Automated tuning and characterization of single-electron and single-hole transistor charge sensors

TL;DR

This paper introduces an automated protocol for tuning and characterizing single-electron and single-hole transistors as high-sensitivity charge sensors, enabling efficient device setup and analysis across a wide temperature range.

Contribution

The authors develop a fully automated method for tuning and analyzing charge sensors, reducing manual effort and increasing consistency in device characterization.

Findings

Protocol successfully tunes devices at 1.5 K and 50 mK.

Automation reduces operator overhead and improves robustness.

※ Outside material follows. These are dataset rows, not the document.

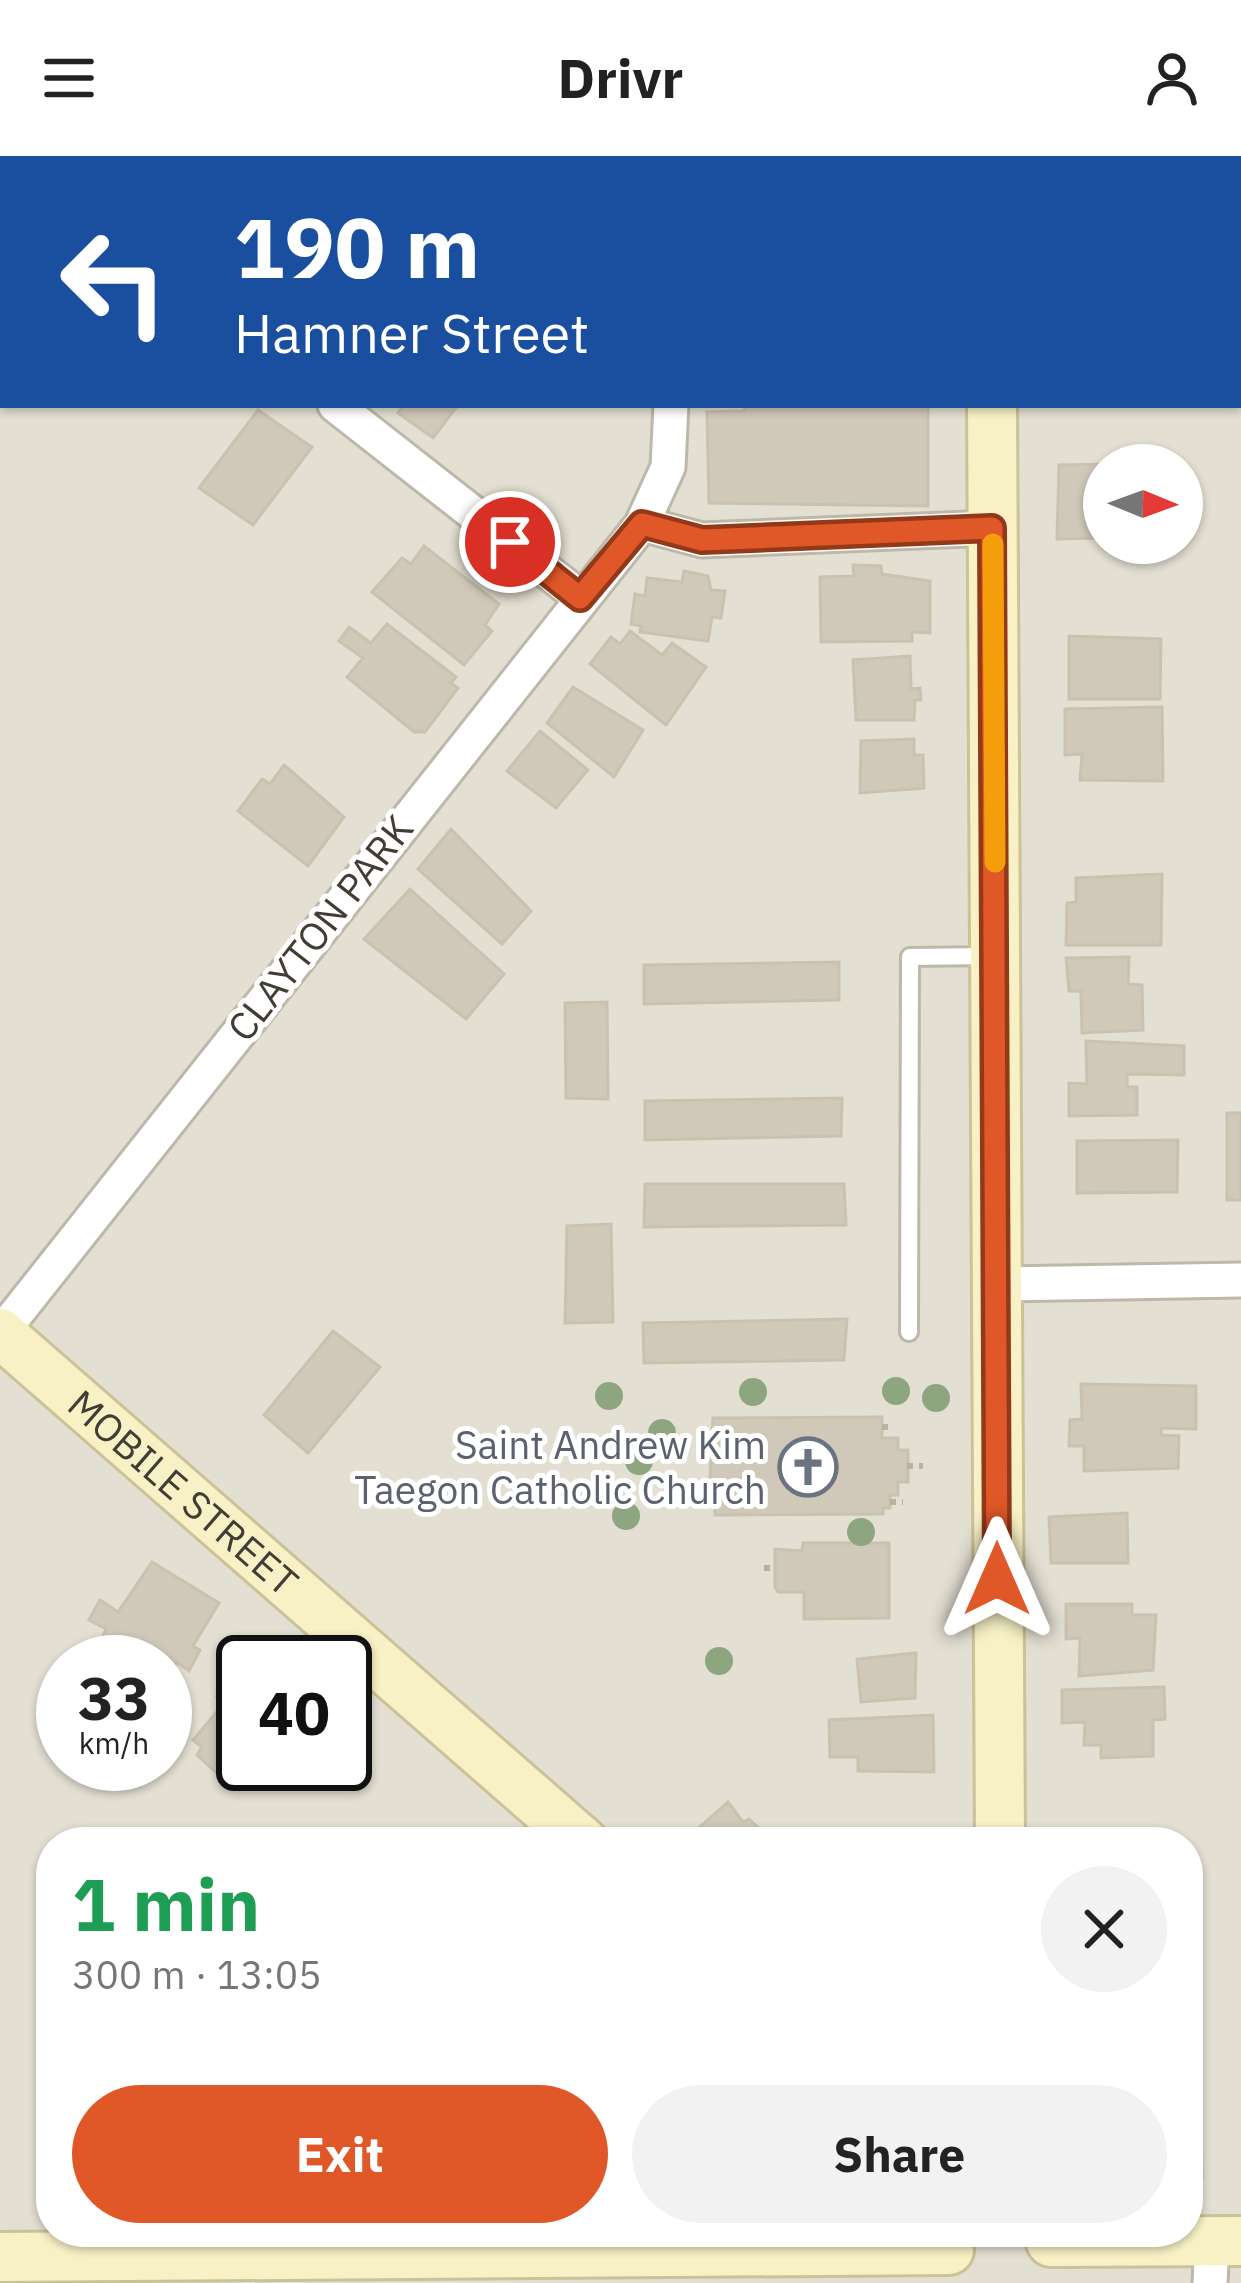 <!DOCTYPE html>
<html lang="en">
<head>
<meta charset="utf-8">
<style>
  :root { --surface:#fff; --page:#f2f2f2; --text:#222; --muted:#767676; --accent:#e15828 }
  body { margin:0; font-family:"IBM Plex Sans",sans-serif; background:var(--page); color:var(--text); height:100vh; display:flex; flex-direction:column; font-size:45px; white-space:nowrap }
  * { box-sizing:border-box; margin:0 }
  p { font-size:39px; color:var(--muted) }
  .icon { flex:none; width:66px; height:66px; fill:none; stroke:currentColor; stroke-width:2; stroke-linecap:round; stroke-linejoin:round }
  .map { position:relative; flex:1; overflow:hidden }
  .sheet { position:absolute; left:36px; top:1671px; width:1167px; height:420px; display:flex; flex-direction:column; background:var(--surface); border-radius:48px; box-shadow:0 3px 9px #0004 }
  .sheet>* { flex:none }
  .banner { position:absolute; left:0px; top:0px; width:1242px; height:252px; box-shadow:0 3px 9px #0004; background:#1a4fa0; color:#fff; overflow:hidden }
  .needle { width:78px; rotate:91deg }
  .buttons { position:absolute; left:1083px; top:288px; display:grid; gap:24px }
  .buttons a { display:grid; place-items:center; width:120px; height:120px; border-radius:50%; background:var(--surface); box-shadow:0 3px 9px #0004; font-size:60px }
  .speed { position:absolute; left:36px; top:1479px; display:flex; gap:24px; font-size:60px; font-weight:700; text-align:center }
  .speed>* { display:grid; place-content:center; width:156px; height:156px; border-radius:50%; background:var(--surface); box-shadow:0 3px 9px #0004; line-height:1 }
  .speed small { font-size:30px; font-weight:400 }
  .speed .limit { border:6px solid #111; border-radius:18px; background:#fff; color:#111 }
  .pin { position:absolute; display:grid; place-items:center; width:102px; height:102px; color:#fff; margin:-51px; border:6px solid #fff; border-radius:50%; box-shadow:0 3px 12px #0007 }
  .me { position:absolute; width:132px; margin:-66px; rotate:0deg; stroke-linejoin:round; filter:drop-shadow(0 0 9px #0008) }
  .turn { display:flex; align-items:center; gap:42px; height:252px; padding:0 36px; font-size:54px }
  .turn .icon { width:156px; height:156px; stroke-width:2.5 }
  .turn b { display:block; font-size:84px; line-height:102px }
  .round { display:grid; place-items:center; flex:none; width:126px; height:126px; border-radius:63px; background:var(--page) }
  .overview { display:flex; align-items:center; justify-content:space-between; height:204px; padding:0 36px }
  h1 { font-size:72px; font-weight:700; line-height:90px; color:#1e9e55 }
  .action { display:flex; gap:24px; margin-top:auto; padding:24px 36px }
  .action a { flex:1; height:138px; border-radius:72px; background:var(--accent); color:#fff; font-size:48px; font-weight:700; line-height:138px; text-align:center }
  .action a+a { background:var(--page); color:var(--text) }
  header { display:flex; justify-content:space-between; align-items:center; height:156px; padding:0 36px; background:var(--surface); font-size:54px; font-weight:700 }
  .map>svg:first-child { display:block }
</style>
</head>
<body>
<header><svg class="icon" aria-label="menu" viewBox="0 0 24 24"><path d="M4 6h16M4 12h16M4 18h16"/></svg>Drivr<svg class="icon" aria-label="person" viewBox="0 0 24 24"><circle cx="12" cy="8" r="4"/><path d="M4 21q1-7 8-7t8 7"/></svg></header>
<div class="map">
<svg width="1241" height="2127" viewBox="0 0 1241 2127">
  <rect width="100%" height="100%" fill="#efede3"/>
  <path fill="#e3dfd2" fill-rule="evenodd" d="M0 0H1241V2127H0ZM3 3H1239V249H3ZM1104 309H1182V387H1104ZM63 1506H165V1608H63ZM243 1506H345V1608H243ZM51 1686H1188V2076H51Z"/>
  <path fill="#d0c9ba" stroke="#c9c2ae" stroke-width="3" d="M819 0H918V3H819Z
    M0 149 3 151V225L0 223Z
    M404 249H458L433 282 398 257Z
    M744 249H928V350L709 347 707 256 744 255Z
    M258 254 312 291 253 369 199 332Z
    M1160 307 1104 309V382L1057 383 1059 309Z
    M424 390 499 448 485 469 492 475 464 509 372 436 402 402 411 408Z
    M853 409 881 410 882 418 930 425V477L912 476V485L821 486 820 421 854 420Z
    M684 415 708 420 711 434 725 435 721 462 712 461 708 485 640 476 641 470 631 468 635 438 645 440 647 422 682 426Z
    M387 468 456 521 451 527 458 532 425 576H414L347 521 363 502 339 485 349 471 371 487Z
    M630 475 662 499 672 487 706 511 666 569 590 508 611 481 620 488Z
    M1069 480 1161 483 1160 543H1069Z
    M910 500 911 533 920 532 921 544H915L914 564H856L853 504Z
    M573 531 643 574 614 621 547 567Z
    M1162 551 1163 625 1080 624 1082 598 1065 599V553Z
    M540 575 588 614 556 652 507 615Z
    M914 583V599H923L924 632 860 637 861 585Z
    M284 609 344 661 308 710 238 655 262 623 270 628Z
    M451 673 531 755 502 788 418 713Z
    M1162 718 1161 789H1066L1067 747 1076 746V722Z
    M410 733 504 818 466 863 364 783Z
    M1129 801 1128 828 1142 829 1143 874 1082 877 1081 835H1069L1066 802Z
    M839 806V844L644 848V809Z
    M607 846 608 943 566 942 565 847Z
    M1086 885 1184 890V919L1127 918V931H1137V959L1069 960V927L1087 928Z
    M842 942 841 980 645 984V945Z
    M1227 957H1241V1044H1227Z
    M1178 984 1177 1036 1077 1037V985Z
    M645 1028H844L846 1069 644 1071Z
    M611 1068 613 1166 565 1167 567 1070Z
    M847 1163 844 1204 644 1207 643 1167Z
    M333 1175 380 1211 308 1297 264 1259Z
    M1081 1228 1196 1230V1273L1161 1272V1279L1179 1280 1178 1312 1084 1315V1290H1069L1070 1264 1082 1263Z
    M882 1261V1282H898V1294H908V1326H898V1339H890V1352H883V1358L715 1359 714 1341 709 1340 713 1262Z
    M1127 1357 1128 1407H1051L1049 1361Z
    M803 1387H889V1462L804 1463V1436H778L775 1431V1393L802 1395Z
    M152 1406 219 1447 193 1490 200 1494 189 1515 177 1506 165 1522V1506H106L94 1500 106 1473 89 1464 100 1444 118 1456Z
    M1066 1448H1132V1459H1156L1153 1514 1079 1520 1080 1482 1066 1483Z
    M272 1491 288 1506H247L256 1495 263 1500Z
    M916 1497 915 1542 861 1546 857 1503Z
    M243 1510V1608H276L255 1632 231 1612 221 1621 197 1599 202 1591 193 1584 226 1545 217 1540Z
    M1164 1531 1165 1563 1153 1564V1600L1101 1602V1589H1084L1085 1566 1062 1567V1534Z
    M933 1559 934 1616 858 1615V1601H830L829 1564Z
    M728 1646 743 1666 749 1663 768 1681 764 1686H698L691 1679Z
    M1188 1945H1201L1202 2023H1188Z"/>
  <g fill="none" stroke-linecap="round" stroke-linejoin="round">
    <g stroke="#bdb8aa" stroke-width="22">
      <path id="lane" d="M909 1176 910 801 989 800"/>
    </g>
    <g stroke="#bdb8aa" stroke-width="39">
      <path id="street" d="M19 0 23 3
        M1239 157H1241
        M335 249 580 441
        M642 368 702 384 992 372
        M999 1128 1241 1124
        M1 1177 642 368 668 311 671 249
        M1210 2127 1212 2085"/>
    </g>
    <g stroke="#cbc297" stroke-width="54">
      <g id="secondary">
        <path d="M989 0V3"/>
        <path d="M992 249 1000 1686"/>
        <path id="s1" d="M0 1177 583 1686"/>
        <path d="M1051 2086 1241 2085"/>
        <path d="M0 2101 949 2094"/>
      </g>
    </g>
    <path stroke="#bab29a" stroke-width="6" stroke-dasharray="6 6" stroke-linecap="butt" d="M882 1271H894
      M907 1310H923
      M890 1346H903
      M764 1412H772"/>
    <use href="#lane" stroke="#fff" stroke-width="16"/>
    <use href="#street" stroke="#fff" stroke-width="33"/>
    <use href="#secondary" stroke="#f8f1c5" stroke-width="48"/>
  </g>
  <g fill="#8ea680">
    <circle cx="896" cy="1235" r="14"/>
    <circle cx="753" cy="1236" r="14"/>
    <circle cx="609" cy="1240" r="14"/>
    <circle cx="936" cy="1242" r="14"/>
    <circle cx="662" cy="1277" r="14"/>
    <circle cx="639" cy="1305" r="14"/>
    <circle cx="626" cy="1360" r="14"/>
    <circle cx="861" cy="1376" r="14"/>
    <circle cx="719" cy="1505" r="14"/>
  </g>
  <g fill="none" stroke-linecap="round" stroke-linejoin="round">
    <g stroke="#92391a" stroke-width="30">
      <path id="route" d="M510 386 580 442 642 368 702 384 992 372 997 1423"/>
    </g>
    <use href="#route" stroke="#e15828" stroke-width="21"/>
    <path stroke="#f59e0b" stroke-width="21" d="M993 388 995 706"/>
  </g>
  <defs>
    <g id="church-ring" transform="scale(3)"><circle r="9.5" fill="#fff" stroke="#6b7280" stroke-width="1.5"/><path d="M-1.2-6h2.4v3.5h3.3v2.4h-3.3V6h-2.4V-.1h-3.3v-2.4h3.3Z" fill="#6b7280"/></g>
  </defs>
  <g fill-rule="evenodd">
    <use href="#church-ring" x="808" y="1311"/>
  </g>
  <g text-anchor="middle" stroke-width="10" stroke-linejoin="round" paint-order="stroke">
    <g font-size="39" fill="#413d34" stroke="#fff">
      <text transform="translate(320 772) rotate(-52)" y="14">CLAYTON PARK</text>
      <text dy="14" stroke="none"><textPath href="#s1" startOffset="243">MOBILE STREET</textPath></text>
    </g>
    <g font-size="39" fill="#5b616d" stroke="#fff" text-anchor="end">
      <text x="766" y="1303">Saint Andrew Kim<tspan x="766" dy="45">Taegon Catholic Church</tspan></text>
    </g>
  </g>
</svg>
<div class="buttons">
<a><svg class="needle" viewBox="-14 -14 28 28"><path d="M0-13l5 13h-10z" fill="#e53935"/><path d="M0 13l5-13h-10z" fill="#767676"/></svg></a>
</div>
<div class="speed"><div>33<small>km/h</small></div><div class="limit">40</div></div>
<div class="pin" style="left:510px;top:386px;background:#d93025"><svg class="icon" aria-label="arrive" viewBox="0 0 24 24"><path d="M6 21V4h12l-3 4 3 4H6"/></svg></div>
<svg class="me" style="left:997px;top:1423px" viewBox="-20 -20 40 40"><path d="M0-17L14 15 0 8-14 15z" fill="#e15828" stroke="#fff" stroke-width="4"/></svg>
<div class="banner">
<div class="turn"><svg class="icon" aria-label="left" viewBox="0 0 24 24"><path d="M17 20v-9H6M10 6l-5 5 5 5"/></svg><div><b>190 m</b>Hamner Street</div></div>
</div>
<section class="sheet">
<div class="overview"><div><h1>1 min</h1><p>300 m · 13:05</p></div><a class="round"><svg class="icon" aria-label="close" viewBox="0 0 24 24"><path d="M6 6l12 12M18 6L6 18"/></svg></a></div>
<div class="action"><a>Exit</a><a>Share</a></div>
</section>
</div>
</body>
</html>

Charge sensing feasible at higher temperatures (1-2 K) in MOS devices.

Abstract

We present an automated protocol for tuning single-electron transistors (SETs) and single-hole transistors (SHTs) to operate as high-sensitivity DC charge sensors. The protocol initializes a previously unmeasured device after cooldown, identifies a working point in barrier-gate space, and selects and ranks charge-sensing operating points. It further automates the acquisition and analysis of Coulomb diamonds to extract sensor-relevant parameters, including lever arm, charging energy, gate and source/drain capacitances, and estimated dot radius. We demonstrate the protocol on accumulation-mode silicon MOS SET and SHT devices operated at 1.5 K and $\approx 50$ mK, respectively, establishing ambipolar applicability across a wide temperature range. Operation at 1.5 K indicates that charge sensing in compact MOS devices is feasible in the 1-2 K regime, supporting higher-temperature readout relevant to scalable spin-qubit architectures. Compared to manual tuning, automation reduces operator overhead and provides consistent device characterization, with clear pathways for further speedups and improved robustness via faster electronics and feedback-based stabilization.